Trecho de ‘A Noite de Lucia’, com roteiro de Alice Ruiz e desenhos de Julio Shimamoto.
Nos anos 1970, em plena ditadura militar brasileira, o casal de poetas Paulo Leminski (1944-1989) e Alice Ruiz afrontava o regime com desenhos pornográficos. Após mais de 35 anos, os quadrinhos da dupla estão compilados em “Afrodite”, coletânea que chega às livrarias.
O livro traz a produção dos autores publicada nas revistas da extinta Editora Grafipar, no fim daquela década. Eles faziam os roteiros enquanto quadrinistas ficavam responsáveis pelos traços.
O resultado: desenhos repletos de corpos nus e diálogos que fariam um general corar.
Ruiz entrou para o universo das HQs em 1978. Ela escrevia para a revista “Atenção”, único título da editora que não tinha material erótico. Os demais eram calcados no sexo —como a masculina “Eros”.
“Então criaram a ‘Rose’, voltada para mulheres. Foi quando me contrataram para coeditá-la”, diz. “Em seguida, criei e editei também uma de astrologia: ‘Horóscopo de Rose’. Nas duas eu incluí HQs.”
CUNHO FEMINISTA
Apesar de erótico, o conteúdo tinha cunho feminista e buscava não objetificar a mulher no sexo.
“Meus roteiros eram construídos de forma a mudar esses significados, propor relações mais inteiras e, em alguns casos, ironizar os papéis ‘estabelecidos'”, afirma.
Ruiz pegou gosto por HQ trabalhando com Claudio Seto, artista responsável por popularizar o mangá no Brasil e pelo time de desenhistas da Grafipar —que, somando todas as publicações da casa, vendia uma tiragem mensal de 1,5 milhão de exemplares.
“Na ‘Peteca’, revista erótico-educativa de 1976, publicávamos HQ importada”, diz Faruk El-Khatib, então diretor da editora. “Claudio Seto disse: ‘Você não quer substituir por uma nacional?’ Topei e ele trouxe um pessoal muito bom.”
HQs de Alice Ruiz e Paulo Leminski
Eram tempos em que os artistas atuavam “tomando muito cuidado com o que se falava e escrevia”, afirma Ruiz. “Creio que todos desenvolvemos uma escrita nas entrelinhas naquela época.”

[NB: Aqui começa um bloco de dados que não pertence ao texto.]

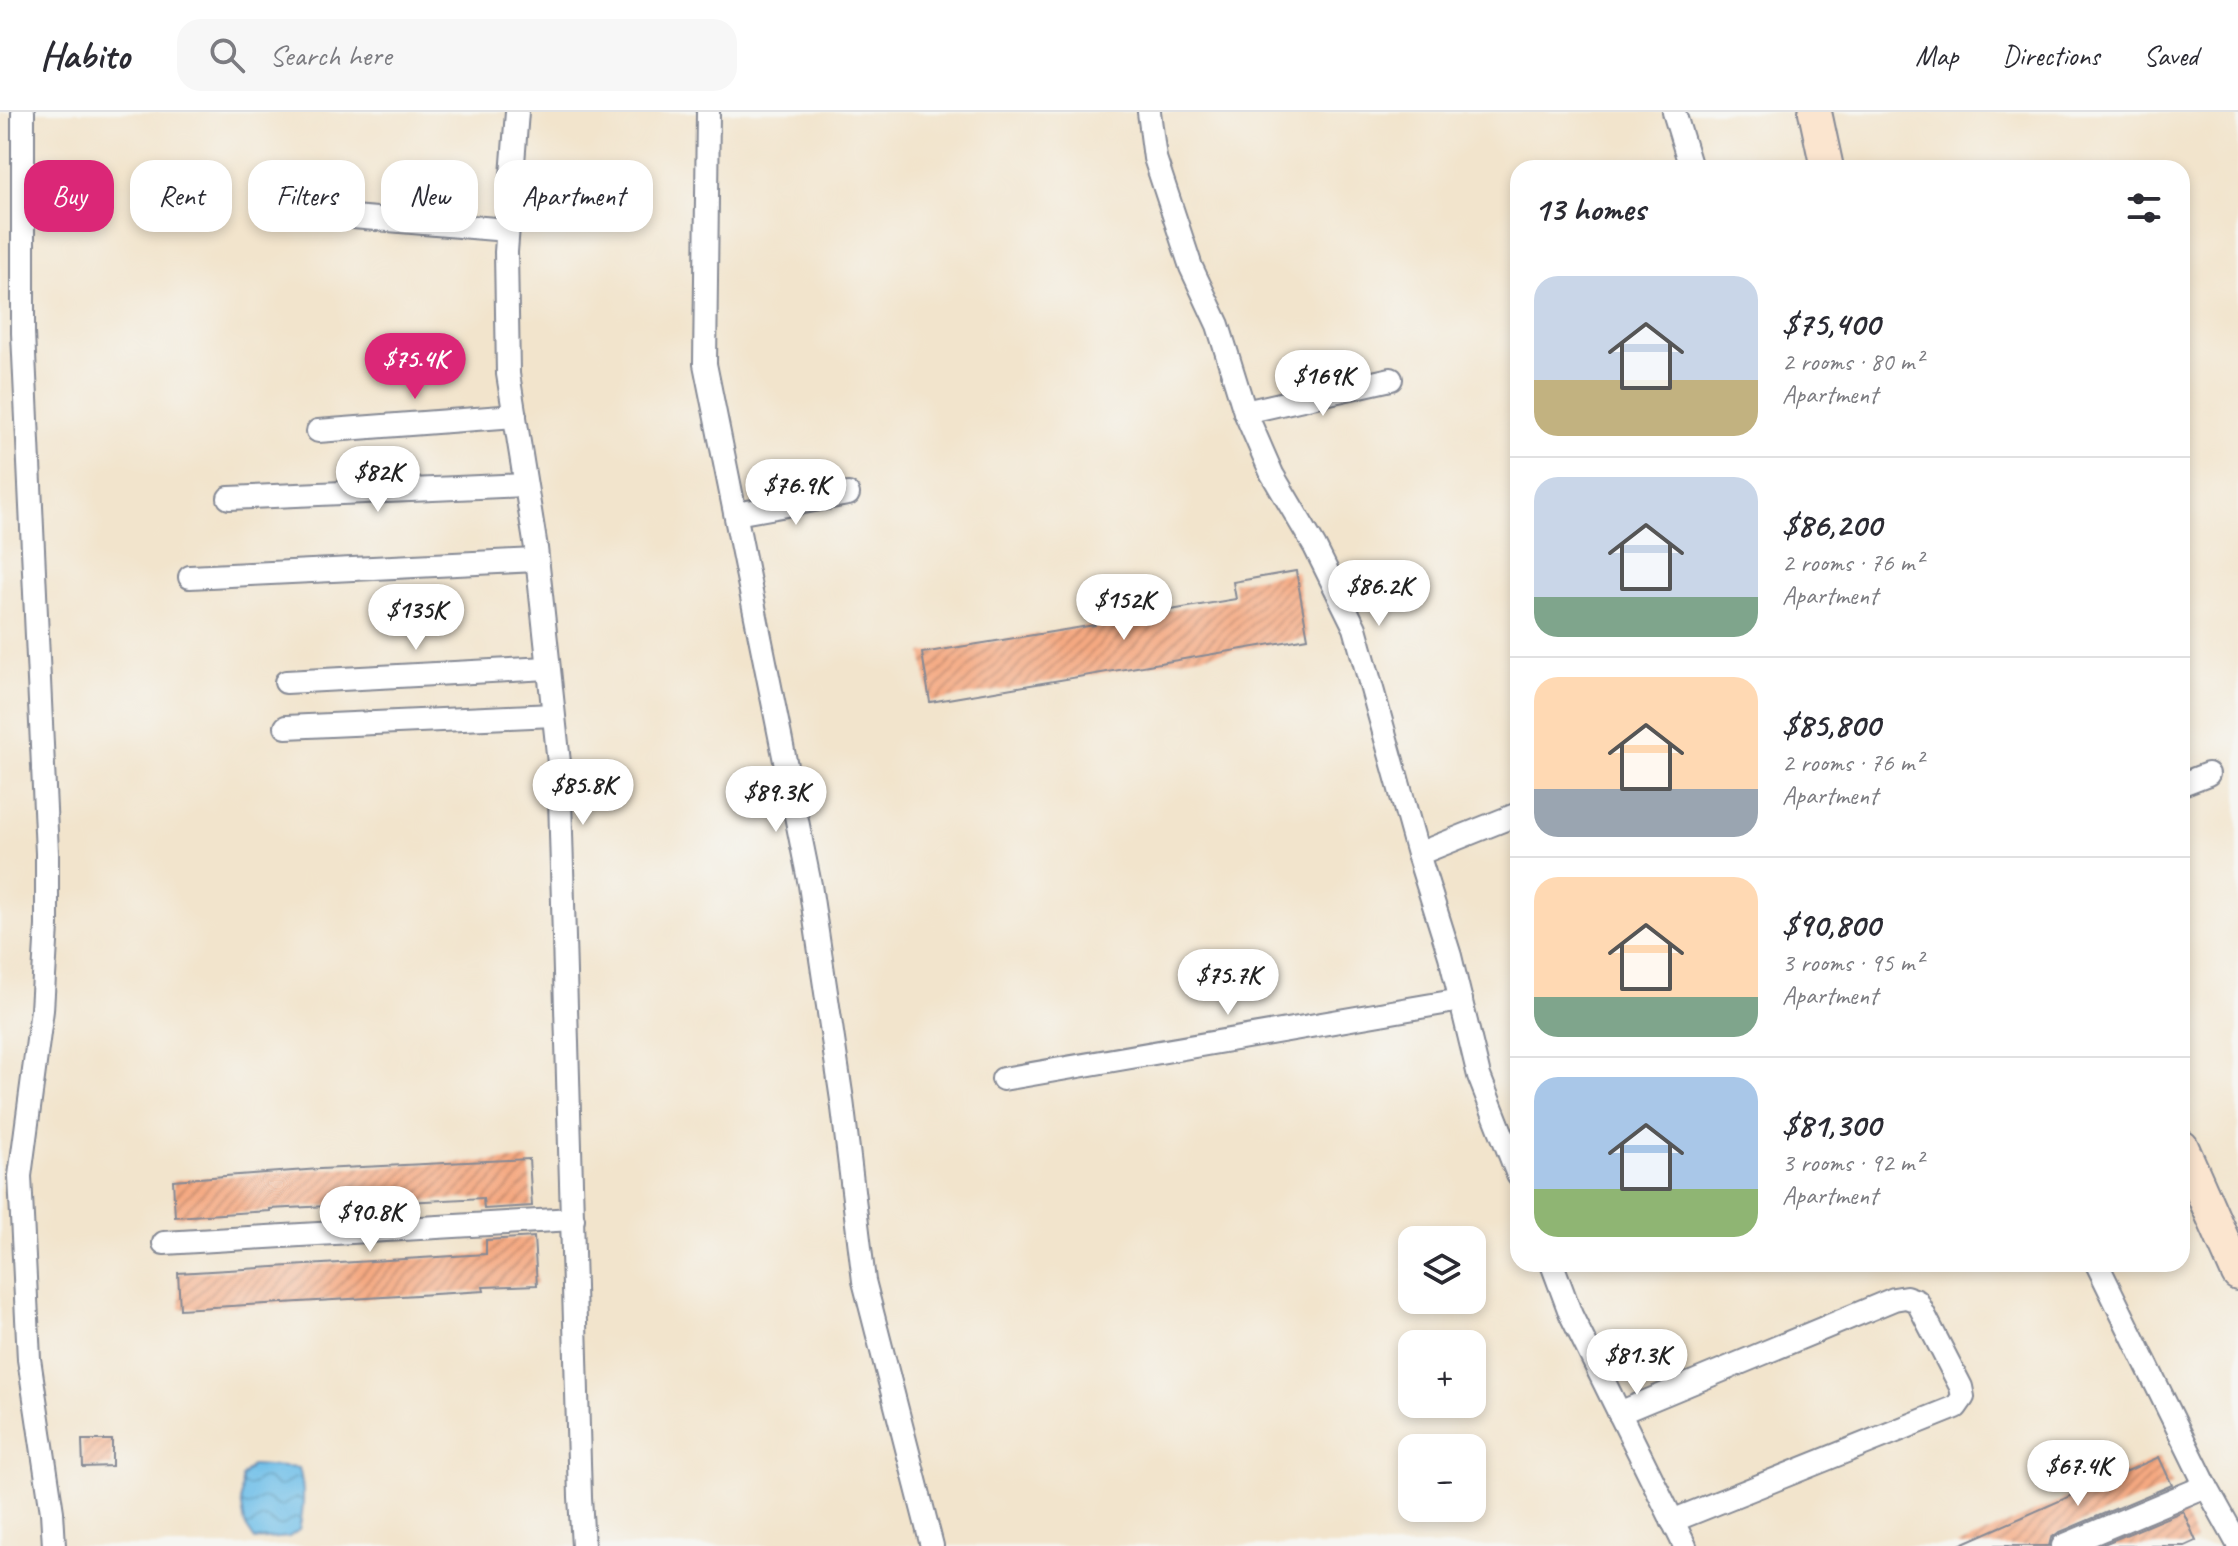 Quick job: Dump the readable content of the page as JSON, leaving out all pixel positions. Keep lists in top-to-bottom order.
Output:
{
  "page": {
    "header": "Habito",
    "search": "Search here",
    "nav": ["Map", "Directions", "Saved"],
    "chip": [
      "Buy",
      "Rent",
      "Filters",
      "New",
      "Apartment"
    ],
    "heading": "13 homes",
    "list": [
      {
        "name": "$75,400",
        "note": "2 rooms · 80 m² · Apartment"
      },
      {
        "name": "$86,200",
        "note": "2 rooms · 76 m² · Apartment"
      },
      {
        "name": "$85,800",
        "note": "2 rooms · 76 m² · Apartment"
      },
      {
        "name": "$90,800",
        "note": "3 rooms · 95 m² · Apartment"
      },
      {
        "name": "$81,300",
        "note": "3 rooms · 92 m² · Apartment"
      }
    ],
    "price": [
      "$75.4K",
      "$169K",
      "$82K",
      "$76.9K",
      "$86.2K",
      "$152K",
      "$135K",
      "$85.8K",
      "$89.3K",
      "$75.7K",
      "$90.8K",
      "$81.3K",
      "$67.4K"
    ],
    "map_buttons": ["+", "−"]
  }
}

Mas a Grafipar tinha um trunfo: um censor amigo.
“Em 1975, um gerente da Varig me falou de uma mala extraviada”, conta Faruk, que também editava a revista de bordo da companhia.

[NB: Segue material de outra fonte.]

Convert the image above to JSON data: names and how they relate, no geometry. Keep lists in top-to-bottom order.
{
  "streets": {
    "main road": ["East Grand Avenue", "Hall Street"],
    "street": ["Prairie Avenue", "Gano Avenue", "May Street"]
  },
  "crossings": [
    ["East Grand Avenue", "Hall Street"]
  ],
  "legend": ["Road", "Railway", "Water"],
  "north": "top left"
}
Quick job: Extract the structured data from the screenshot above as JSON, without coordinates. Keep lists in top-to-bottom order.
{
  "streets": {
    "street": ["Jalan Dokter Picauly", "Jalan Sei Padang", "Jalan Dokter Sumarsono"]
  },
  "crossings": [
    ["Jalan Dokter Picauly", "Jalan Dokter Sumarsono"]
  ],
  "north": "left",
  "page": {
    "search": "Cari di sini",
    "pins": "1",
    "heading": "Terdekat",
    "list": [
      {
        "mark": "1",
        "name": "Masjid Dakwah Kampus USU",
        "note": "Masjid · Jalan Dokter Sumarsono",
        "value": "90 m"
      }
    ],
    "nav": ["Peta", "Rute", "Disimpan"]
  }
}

O editor foi ajudar no caso e, no trâmite de aeroportos, conheceu um policial federal da censura. Ficaram amigos, e o censor passou a orientá-lo sobre como passar o material pelos militares. “Ele dizia para mudar algo e mudávamos.”
Em 1979, com o afrouxamento da censura, veio o declínio da publicação.
“Com a pornografia pura liberada, o pessoal não queria mais saber de HQ erótica”, diz Faruk. Ironicamente, a liberdade de expressão pela qual tantos lutaram levou a Grafipar a fechar as portas naquele ano.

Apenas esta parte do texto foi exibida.